#### Task inputs:
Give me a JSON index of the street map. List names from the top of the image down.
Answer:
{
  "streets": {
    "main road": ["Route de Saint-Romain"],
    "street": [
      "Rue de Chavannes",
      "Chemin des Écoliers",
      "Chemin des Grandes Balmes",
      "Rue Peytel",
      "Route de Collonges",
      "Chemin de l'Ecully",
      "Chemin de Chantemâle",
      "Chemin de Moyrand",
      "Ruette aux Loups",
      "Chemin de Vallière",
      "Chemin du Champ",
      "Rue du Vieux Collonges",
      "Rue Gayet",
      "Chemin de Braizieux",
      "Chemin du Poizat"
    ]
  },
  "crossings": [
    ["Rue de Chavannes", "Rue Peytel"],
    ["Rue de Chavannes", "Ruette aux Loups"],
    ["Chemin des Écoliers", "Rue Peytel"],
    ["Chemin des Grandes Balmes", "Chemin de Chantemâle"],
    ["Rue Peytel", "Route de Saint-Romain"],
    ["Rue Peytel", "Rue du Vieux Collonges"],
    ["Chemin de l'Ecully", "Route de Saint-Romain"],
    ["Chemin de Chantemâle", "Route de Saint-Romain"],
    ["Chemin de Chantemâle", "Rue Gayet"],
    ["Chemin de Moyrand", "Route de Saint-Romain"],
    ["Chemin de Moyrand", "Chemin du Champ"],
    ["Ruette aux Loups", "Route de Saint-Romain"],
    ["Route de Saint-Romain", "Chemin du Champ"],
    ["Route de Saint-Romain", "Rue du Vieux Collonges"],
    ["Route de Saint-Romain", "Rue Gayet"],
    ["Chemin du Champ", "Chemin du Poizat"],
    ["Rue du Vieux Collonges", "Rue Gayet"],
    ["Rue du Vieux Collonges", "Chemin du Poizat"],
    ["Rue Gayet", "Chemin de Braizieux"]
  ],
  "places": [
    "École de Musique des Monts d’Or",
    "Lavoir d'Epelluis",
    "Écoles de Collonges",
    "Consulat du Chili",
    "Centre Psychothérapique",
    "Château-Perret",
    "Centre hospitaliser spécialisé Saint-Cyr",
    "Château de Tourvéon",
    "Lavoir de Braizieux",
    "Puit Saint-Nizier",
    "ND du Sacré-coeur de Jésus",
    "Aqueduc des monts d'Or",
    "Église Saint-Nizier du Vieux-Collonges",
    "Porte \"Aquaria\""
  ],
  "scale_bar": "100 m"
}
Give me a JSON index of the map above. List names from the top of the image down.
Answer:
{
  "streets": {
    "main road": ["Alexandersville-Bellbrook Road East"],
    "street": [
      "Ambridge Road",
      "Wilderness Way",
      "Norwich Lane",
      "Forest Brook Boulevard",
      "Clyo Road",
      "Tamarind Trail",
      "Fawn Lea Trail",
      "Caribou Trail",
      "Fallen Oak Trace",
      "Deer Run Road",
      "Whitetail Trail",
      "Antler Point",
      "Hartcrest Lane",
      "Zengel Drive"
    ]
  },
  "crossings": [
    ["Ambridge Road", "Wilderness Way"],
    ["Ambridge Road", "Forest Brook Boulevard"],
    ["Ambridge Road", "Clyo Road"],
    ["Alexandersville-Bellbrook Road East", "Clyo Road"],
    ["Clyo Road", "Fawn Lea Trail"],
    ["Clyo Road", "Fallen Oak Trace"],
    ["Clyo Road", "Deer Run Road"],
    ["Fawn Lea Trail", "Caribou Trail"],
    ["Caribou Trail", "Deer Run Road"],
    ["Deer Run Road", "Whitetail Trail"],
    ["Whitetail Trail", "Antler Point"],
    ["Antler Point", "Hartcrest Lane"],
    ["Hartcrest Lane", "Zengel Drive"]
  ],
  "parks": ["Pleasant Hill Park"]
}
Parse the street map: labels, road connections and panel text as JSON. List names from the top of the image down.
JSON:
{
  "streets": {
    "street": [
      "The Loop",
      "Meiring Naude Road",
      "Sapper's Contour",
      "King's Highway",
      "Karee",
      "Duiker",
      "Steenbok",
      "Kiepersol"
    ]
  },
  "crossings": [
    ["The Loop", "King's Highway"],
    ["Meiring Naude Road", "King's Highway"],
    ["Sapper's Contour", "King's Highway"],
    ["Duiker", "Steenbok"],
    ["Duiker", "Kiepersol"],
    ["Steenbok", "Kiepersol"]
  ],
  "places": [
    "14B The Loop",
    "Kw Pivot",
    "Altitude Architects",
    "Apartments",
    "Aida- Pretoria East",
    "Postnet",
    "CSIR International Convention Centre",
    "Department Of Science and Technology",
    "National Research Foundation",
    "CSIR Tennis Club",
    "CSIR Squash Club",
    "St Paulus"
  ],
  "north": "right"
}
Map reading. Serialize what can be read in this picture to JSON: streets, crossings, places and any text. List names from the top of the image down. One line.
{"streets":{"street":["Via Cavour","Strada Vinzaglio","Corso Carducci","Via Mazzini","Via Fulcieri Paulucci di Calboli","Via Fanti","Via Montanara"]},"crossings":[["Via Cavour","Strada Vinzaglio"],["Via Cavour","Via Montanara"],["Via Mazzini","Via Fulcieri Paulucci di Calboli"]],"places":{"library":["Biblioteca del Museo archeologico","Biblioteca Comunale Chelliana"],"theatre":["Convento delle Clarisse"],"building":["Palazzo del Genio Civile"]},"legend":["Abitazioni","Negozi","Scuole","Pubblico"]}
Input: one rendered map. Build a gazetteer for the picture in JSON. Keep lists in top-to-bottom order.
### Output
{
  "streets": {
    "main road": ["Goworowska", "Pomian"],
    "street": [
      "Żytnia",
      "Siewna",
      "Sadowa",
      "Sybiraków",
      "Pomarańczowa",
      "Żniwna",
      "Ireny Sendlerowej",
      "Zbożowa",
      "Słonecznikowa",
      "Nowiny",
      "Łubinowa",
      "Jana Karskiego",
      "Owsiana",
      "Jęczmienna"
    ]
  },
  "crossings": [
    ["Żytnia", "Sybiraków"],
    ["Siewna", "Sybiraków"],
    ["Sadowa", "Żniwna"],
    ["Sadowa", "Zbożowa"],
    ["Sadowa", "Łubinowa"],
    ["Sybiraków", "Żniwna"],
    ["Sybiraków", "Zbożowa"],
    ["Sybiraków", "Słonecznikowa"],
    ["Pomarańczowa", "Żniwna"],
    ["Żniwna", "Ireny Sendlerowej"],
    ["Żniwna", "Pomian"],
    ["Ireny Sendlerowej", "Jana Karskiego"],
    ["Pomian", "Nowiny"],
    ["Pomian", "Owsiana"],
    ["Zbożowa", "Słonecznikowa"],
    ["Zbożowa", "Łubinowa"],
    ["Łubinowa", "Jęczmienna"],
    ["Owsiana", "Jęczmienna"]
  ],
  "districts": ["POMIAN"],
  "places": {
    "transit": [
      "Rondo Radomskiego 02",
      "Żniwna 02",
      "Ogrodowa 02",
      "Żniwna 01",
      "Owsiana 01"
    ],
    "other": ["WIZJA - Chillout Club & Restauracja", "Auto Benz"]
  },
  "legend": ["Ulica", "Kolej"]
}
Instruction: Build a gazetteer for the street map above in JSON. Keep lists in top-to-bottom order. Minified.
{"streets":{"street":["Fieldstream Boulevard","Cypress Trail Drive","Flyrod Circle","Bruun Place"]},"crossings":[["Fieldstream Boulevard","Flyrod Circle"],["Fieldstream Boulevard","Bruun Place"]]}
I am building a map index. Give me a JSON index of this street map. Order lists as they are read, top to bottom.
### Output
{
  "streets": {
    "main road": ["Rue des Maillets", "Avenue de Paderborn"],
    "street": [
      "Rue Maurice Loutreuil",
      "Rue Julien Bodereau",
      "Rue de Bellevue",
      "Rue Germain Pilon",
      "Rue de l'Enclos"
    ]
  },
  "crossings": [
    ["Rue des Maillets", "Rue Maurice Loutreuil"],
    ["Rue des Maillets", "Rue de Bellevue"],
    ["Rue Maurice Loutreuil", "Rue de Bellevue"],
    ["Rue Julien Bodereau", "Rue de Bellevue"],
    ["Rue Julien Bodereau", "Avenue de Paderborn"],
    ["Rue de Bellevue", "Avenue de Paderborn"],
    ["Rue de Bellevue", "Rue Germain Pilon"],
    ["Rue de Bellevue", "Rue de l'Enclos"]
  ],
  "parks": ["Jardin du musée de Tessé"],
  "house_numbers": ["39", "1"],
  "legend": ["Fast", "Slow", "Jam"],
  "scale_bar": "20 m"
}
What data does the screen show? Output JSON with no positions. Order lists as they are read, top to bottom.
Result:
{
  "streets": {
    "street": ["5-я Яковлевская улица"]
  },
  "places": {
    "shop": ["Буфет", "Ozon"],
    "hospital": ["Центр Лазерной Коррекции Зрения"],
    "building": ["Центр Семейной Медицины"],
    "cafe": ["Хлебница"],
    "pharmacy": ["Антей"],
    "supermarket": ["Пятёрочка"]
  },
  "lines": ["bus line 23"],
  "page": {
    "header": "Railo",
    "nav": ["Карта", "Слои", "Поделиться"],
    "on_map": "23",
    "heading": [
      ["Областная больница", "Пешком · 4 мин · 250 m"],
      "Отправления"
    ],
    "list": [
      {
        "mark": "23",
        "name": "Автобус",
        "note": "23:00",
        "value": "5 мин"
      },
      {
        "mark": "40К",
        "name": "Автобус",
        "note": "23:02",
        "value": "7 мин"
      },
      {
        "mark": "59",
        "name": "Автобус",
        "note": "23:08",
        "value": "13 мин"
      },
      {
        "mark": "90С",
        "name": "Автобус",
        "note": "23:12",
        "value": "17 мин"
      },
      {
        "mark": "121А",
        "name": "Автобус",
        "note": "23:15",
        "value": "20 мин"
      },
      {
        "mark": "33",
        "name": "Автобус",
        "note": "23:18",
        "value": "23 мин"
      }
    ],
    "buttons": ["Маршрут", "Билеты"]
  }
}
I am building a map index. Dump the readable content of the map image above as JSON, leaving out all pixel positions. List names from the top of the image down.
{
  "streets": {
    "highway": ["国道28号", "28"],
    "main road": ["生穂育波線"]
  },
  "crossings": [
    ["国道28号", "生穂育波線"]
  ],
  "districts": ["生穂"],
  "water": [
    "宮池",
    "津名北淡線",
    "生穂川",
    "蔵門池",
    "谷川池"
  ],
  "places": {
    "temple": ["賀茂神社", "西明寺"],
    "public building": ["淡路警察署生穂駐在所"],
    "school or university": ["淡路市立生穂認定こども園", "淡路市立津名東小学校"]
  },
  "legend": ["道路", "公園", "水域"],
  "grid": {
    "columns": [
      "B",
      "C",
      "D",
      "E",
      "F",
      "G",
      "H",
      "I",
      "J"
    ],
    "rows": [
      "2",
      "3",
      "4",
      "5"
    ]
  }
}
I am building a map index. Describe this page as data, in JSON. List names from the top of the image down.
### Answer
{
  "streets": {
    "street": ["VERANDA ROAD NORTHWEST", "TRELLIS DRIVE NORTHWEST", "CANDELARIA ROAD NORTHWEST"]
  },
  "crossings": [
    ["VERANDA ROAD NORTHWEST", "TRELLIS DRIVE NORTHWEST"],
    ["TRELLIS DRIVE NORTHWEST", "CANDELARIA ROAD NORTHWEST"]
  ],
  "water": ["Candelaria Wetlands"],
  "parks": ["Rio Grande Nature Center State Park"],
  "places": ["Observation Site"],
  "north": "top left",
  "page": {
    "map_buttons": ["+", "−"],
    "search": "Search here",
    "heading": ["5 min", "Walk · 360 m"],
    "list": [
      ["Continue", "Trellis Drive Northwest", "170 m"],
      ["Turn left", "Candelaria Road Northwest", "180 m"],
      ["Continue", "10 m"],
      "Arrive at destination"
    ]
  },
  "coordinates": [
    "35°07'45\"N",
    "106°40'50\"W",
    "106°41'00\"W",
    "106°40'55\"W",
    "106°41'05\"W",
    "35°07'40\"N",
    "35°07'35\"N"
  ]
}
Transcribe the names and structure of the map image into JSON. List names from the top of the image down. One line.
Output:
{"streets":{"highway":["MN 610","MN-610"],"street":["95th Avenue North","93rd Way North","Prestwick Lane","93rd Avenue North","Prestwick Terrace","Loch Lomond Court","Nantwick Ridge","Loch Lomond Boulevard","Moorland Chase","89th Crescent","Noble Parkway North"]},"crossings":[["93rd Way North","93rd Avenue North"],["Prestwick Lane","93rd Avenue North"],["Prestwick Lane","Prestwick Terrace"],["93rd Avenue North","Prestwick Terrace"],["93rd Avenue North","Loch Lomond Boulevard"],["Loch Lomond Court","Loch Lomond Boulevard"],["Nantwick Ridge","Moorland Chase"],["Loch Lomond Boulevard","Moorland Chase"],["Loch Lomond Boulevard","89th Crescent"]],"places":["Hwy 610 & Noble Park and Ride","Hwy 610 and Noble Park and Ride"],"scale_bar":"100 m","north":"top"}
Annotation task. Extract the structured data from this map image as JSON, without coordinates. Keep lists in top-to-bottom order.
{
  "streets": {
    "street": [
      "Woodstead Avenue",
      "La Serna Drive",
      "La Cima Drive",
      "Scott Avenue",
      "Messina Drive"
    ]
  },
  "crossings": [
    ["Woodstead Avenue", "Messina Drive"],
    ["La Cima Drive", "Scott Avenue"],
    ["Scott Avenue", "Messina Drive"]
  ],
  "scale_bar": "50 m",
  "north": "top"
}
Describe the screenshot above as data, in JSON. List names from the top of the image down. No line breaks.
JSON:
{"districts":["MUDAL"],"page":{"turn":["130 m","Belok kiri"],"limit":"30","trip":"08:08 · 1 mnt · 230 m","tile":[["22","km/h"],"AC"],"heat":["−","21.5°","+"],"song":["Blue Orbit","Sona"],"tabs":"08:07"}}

#### Directions for this task:
Whenever a line of the entries contains the string "Karskiego", copy that line.

#### Result below:
      "Jana Karskiego",
    ["Ireny Sendlerowej", "Jana Karskiego"],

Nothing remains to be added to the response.